- Cybercriminals spoofed Aruba using a hidden, automated phishing scheme involving CAPTCHA and Telegram bots.
- Phishing sites impersonate Aruba’s webmail portal and steal login credentials via fake service alerts.
- Aruba’s large user base has made it a valuable target for industrial-scale identity theft.
Security researchers at Group IB did just that is published Details of a new scam targeting users in Aruba that appeared to be part of an “advanced phishing scheme.”
The team found that cybercriminals had created a “fully automated multi-layered platform” that provides efficiency and stealth by using CAPTCHA filtering to bypass security scans, pre-filling victim details to increase credibility, and using Telegram bots to exfiltrate stolen credentials and payment information.
The goal of the phishing package is to achieve “reference theft on an industrial scale,” Group-IB said, adding that it “significantly reduces technical barriers to entry” and allows less experienced actors to launch persuasive campaigns at scale and virtually overnight.
The destination is Aruba
The approach in this case is fairly standard: the attack begins with a carefully crafted email informing users of service expiration or non-payment. These topics were chosen because Aruba itself often warns its customers about them, but without the sense of dramatic urgency that phishing emails provide.

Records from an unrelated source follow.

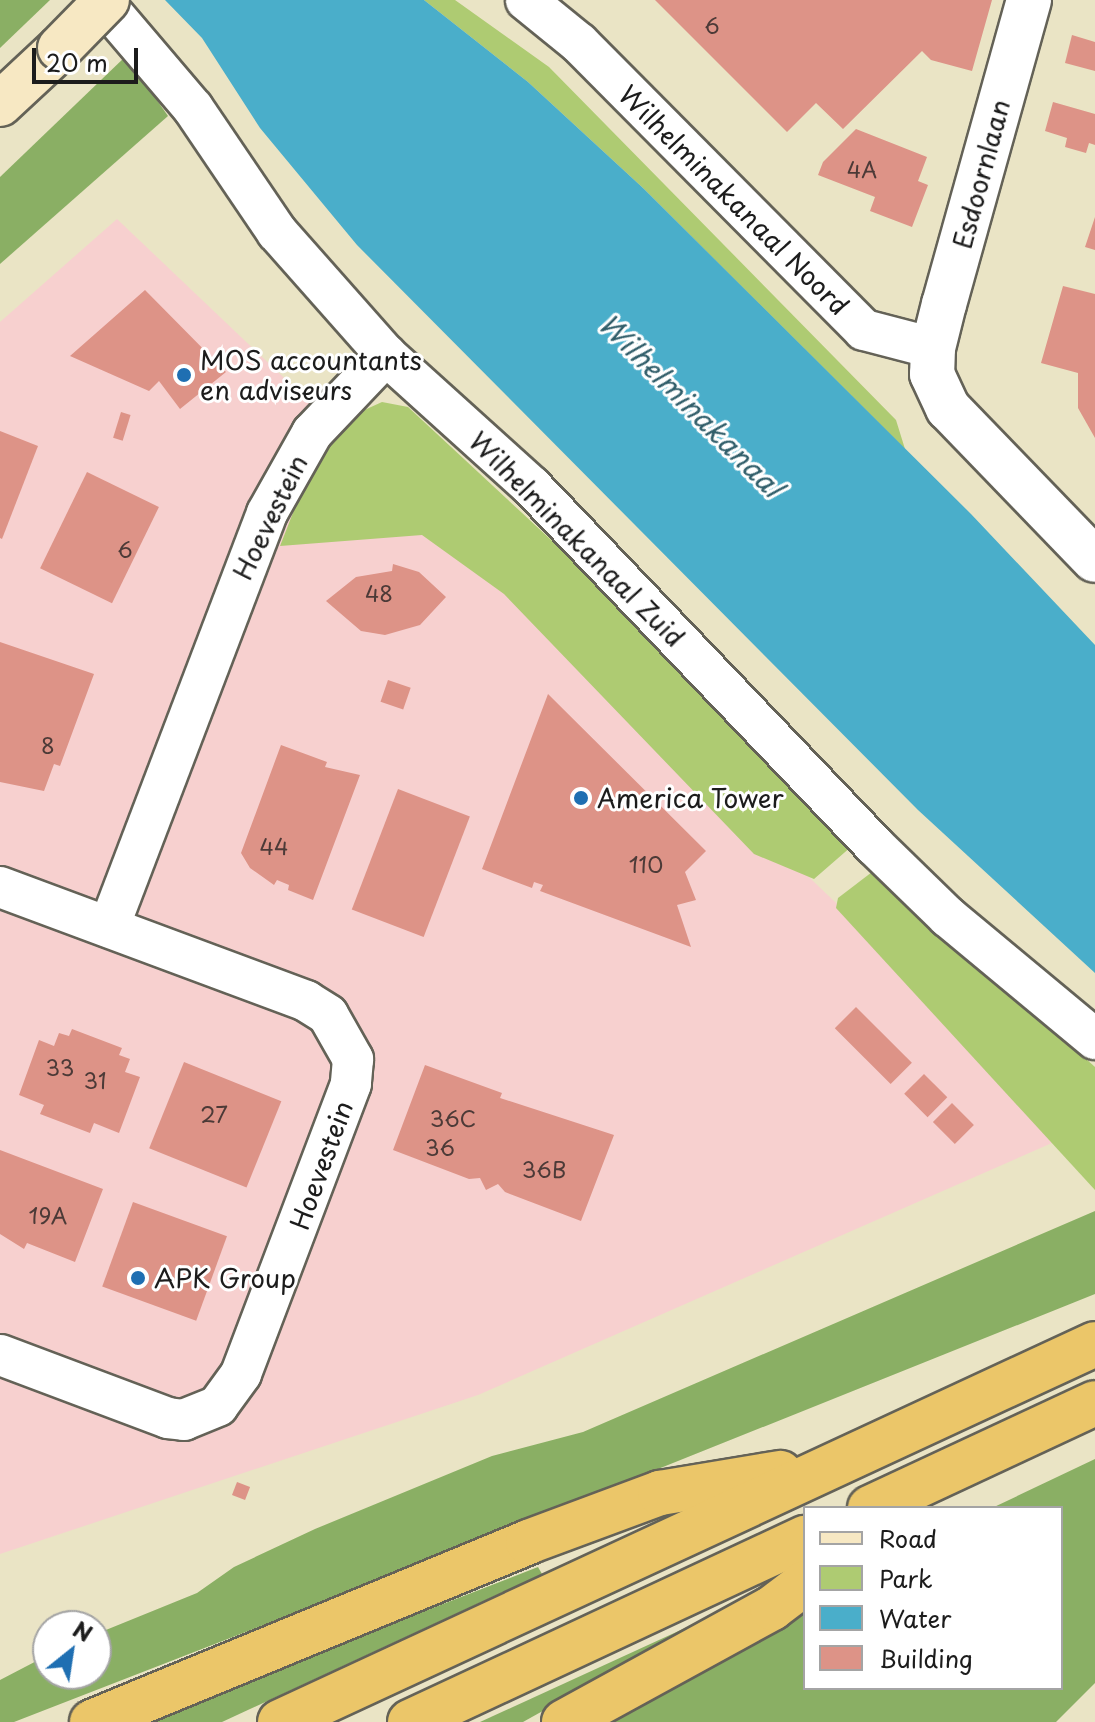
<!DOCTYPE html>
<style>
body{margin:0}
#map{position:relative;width:1095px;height:1722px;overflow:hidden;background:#eae4c5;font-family:"Playpen Sans",sans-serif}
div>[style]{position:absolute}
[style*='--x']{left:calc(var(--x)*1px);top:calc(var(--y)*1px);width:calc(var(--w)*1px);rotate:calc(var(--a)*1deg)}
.built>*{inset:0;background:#f7d0cf}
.green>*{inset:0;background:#aecb72}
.forest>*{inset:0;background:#8aaf64}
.water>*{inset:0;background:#4aaeca}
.building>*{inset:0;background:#dd9387;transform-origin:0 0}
.roads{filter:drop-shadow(2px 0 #646257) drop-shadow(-2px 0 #646257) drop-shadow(0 2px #646257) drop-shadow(0 -2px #646257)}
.minor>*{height:40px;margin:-20px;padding:0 20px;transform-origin:20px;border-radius:20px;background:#fff}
.tertiary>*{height:44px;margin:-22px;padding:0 22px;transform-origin:22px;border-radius:22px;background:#fff}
.secondary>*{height:44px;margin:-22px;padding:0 22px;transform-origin:22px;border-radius:22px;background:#f7e8c3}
.motorway>*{height:44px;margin:-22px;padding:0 22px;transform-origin:22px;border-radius:22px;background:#ebc669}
.bridges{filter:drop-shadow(2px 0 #646257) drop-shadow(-2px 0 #646257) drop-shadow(0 2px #646257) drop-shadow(0 -2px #646257)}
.secondary-bridge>*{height:44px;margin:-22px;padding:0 22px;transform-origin:22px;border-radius:22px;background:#f7e8c3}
.dots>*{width:22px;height:22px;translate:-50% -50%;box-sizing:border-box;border:4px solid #fff;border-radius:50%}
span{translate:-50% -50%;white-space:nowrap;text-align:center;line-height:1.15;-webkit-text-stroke:6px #fff;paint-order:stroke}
.number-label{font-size:22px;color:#4c3a37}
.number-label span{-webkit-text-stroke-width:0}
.street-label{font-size:26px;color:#1c1c1c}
.poi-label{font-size:26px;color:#1c1c1c}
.left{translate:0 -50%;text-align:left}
.water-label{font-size:28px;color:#315e6a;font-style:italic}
.legend{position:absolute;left:803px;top:1506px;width:260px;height:184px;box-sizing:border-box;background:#fff;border:2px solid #a4a4a4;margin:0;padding:10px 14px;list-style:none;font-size:24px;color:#1c1c1c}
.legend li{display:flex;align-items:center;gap:16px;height:40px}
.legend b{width:40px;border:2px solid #a4a4a4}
.north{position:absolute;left:32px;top:1610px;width:80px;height:80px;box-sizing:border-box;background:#fff;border:2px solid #a4a4a4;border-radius:50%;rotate:30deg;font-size:22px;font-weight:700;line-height:32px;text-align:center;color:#1c1c1c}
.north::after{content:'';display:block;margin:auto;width:28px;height:36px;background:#1f6fb2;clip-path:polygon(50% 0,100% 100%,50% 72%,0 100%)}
.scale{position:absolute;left:32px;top:48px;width:106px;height:36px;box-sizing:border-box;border:4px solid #1c1c1c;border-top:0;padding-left:10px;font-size:24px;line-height:28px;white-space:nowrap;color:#1c1c1c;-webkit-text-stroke:6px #fff;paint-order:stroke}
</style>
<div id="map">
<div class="built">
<div style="clip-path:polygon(117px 219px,1077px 1132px,478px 1395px,0 1554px,0 322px)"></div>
</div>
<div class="green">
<div style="clip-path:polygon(424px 0,455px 0,549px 67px,896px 420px,905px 449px,643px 188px,528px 82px)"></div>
<div style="clip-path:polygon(382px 402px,408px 407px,620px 604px,852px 846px,814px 879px,754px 854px,504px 594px,422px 535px,280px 546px,305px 482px,349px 417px)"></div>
<div style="clip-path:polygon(876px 869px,1095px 1067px,1095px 1190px,836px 908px,838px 898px)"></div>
</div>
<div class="forest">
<div style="clip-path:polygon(0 0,50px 0,0 48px)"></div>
<div style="clip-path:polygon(126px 56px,168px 116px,0 264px,0 177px)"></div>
<div style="clip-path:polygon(1095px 1211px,1095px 1294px,431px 1560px,14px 1722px,0 1722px,0 1680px,48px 1655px,48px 1674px,96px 1674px,96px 1634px,197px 1593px,234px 1567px,315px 1529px,492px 1456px,583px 1432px)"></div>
<div style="clip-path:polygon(1095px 1459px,1095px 1683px,1056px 1722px,593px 1722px,805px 1606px,805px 1688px,1061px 1688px,1061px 1508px,992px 1508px)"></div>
<div style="clip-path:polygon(538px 1567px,542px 1574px,222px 1722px,139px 1722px)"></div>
<div style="clip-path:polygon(720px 1612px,523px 1722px,480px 1722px)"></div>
</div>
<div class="water">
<div style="clip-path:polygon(165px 0,424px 0,528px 82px,643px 188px,971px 514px,1095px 645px,1095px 973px,918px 810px,357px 245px,260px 128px,202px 38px)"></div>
</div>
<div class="building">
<div style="clip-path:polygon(655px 0,992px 0,972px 71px,931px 60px,922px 51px,843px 129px,816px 103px,787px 132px)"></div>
<div style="clip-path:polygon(1072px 35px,1095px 42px,1095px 71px,1065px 63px)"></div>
<div style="clip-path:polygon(1053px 102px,1095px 114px,1095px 145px,1089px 143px,1086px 153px,1065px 147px,1067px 138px,1045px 131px)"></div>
<div style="clip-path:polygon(856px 129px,927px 157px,918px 181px,928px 185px,912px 227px,870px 211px,875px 197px,818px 175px,823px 162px)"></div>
<div style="clip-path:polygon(1095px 217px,1095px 250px,1085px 247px)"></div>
<div style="clip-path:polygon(1063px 286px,1095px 294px,1095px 438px,1078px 408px,1078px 373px,1041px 363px)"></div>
<div style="clip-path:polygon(145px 290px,226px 372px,180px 409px,159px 381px,149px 391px,70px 356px)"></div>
<div style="left:121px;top:412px;width:10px;height:27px;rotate:17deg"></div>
<div style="clip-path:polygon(0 431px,38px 446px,2px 539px,0 538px)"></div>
<div style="left:87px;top:472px;width:80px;height:107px;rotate:26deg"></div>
<div style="clip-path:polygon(393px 564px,419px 572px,446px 597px,420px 625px,385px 635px,361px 631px,326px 601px,356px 577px,392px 571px)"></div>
<div style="clip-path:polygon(0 642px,94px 674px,60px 766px,54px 764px,44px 791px,0 782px)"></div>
<div style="left:388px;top:680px;width:24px;height:23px;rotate:19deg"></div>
<div style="clip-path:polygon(548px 694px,706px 851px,685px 872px,696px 900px,677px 905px,691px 947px,540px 891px,543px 885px,534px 882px,532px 888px,482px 869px)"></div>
<div style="clip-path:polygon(281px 745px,327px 762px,325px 767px,360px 775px,313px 900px,288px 890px,289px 885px,277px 880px,274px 885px,250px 868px,241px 853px)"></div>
<div style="left:398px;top:789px;width:77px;height:129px;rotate:21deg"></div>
<div style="left:856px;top:1007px;width:79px;height:30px;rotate:45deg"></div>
<div style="clip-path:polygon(72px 1029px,122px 1048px,119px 1055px,130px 1059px,125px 1072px,140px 1077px,119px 1133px,94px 1123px,90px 1133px,40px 1114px,44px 1105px,19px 1095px,39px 1040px,54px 1046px,59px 1033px,69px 1036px)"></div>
<div style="left:184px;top:1062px;width:105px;height:93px;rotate:22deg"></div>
<div style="clip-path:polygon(425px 1065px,502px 1093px,500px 1098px,614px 1135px,581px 1221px,505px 1192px,498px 1184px,486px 1190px,480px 1178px,469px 1179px,393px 1150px)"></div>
<div style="left:924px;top:1074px;width:33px;height:28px;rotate:45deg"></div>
<div style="left:952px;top:1103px;width:31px;height:27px;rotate:45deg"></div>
<div style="clip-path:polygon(0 1150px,103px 1189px,75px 1262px,27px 1243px,24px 1249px,0 1234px)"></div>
<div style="left:133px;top:1202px;width:100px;height:90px;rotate:20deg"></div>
<div style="left:237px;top:1482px;width:14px;height:14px;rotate:21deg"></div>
</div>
<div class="roads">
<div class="minor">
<div style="--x:101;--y:0;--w:142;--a:49.6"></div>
<div style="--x:193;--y:108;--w:150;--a:55.9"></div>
<div style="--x:277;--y:232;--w:164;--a:48.5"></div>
<div style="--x:386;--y:355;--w:195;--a:42.1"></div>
<div style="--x:531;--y:486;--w:497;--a:46.3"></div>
<div style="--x:874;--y:845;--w:103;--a:44.2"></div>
<div style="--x:948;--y:917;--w:191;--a:39.7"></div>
<div style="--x:526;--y:0;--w:68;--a:39.1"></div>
<div style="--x:579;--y:43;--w:404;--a:45.2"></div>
<div style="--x:864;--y:330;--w:71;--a:14.6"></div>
<div style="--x:0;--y:887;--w:327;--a:20.4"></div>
<div style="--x:306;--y:1001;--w:26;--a:32"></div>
<div style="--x:328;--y:1015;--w:51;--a:60.4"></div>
<div style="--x:353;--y:1059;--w:25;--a:95"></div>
<div style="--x:351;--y:1084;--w:310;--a:110.8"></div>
<div style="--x:241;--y:1374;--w:39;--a:126"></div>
<div style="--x:218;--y:1406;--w:37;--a:158"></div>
<div style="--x:184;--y:1420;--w:16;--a:-173"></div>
<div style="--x:168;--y:1418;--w:179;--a:-159.4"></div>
<div style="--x:109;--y:927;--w:443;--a:-69.1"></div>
<div style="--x:267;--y:513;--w:92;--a:-60.6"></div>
<div style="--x:312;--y:433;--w:108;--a:-46.5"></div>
</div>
<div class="tertiary">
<div style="--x:1029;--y:0;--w:316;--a:105.6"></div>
<div style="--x:944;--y:304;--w:45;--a:104"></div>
<div style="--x:933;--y:348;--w:26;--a:92"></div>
<div style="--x:932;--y:374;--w:38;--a:65"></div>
<div style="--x:948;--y:408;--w:211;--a:46"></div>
</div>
<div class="secondary">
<div style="--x:0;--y:104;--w:82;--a:-43"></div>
</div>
<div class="motorway">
<div style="--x:870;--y:1508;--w:248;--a:-25"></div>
<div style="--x:92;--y:1722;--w:472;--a:-22.4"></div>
<div style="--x:528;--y:1542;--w:141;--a:-20.4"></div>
<div style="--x:660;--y:1493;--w:122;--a:-9.5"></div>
<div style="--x:280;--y:1722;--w:898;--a:-24.88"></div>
<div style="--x:410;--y:1722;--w:436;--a:-25"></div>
<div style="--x:564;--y:1722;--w:237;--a:-28.7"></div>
<div style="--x:772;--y:1608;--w:41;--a:-37.1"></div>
</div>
</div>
<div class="bridges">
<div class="secondary-bridge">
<div style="--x:60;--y:48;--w:67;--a:-45.6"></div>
</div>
</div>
<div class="dots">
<div style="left:184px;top:375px;background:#1f6fb2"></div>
<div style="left:581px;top:798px;background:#1f6fb2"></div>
<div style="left:138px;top:1278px;background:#1f6fb2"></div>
</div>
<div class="number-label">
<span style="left:712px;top:25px">6</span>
<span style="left:862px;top:169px">4A</span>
<span style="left:125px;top:549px">6</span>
<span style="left:379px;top:593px">48</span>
<span style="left:48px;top:745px">8</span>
<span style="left:274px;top:846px">44</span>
<span style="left:646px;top:864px">110</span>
<span style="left:60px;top:1067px">33</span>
<span style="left:95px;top:1080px">31</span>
<span style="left:214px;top:1114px">27</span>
<span style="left:453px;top:1118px">36C</span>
<span style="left:440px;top:1147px">36</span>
<span style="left:544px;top:1169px">36B</span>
<span style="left:48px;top:1215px">19A</span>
</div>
<div class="street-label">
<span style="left:981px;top:174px;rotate:-75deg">Esdoornlaan</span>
<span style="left:734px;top:200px;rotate:45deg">Wilhelminakanaal Noord</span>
<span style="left:270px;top:517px;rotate:-64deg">Hoevestein</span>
<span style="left:577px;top:539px;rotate:45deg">Wilhelminakanaal Zuid</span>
<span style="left:321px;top:1165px;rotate:-70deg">Hoevestein</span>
</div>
<div class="poi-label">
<span class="left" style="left:200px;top:375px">MOS accountants<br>en adviseurs</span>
<span class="left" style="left:597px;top:798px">America Tower</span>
<span class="left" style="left:154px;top:1278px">APK Group</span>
</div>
<div class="water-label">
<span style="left:691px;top:405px;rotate:45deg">Wilhelminakanaal</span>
</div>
<ul class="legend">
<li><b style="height:10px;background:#f7e8c3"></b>Road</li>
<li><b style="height:22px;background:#aecb72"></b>Park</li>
<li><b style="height:22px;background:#4aaeca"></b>Water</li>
<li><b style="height:22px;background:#dd9387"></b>Building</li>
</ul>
<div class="north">N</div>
<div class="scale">20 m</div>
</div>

The messages contain a link to “one of many” phishing sites that “closely mimic the official Aruba.it webmail portal,” Group-IB added. Victims who don’t recognize the hack and try to log in end up giving their credentials to attackers via Telegram, who can later use them or sell them on the dark web.
Aruba was chosen because the company is “deeply rooted in Italy’s digital infrastructure,” Group-IB noted, adding that the company currently serves more than 5.4 million customers.
“Such a target offers significant benefits: Compromising a single account can expose critical assets, from hosting websites to domain controllers and email environments,” the researchers concluded.
Protecting yourself from phishing attacks is simple: think before you click, keep your software up-to-date and maintain a robust endpoint protection solution.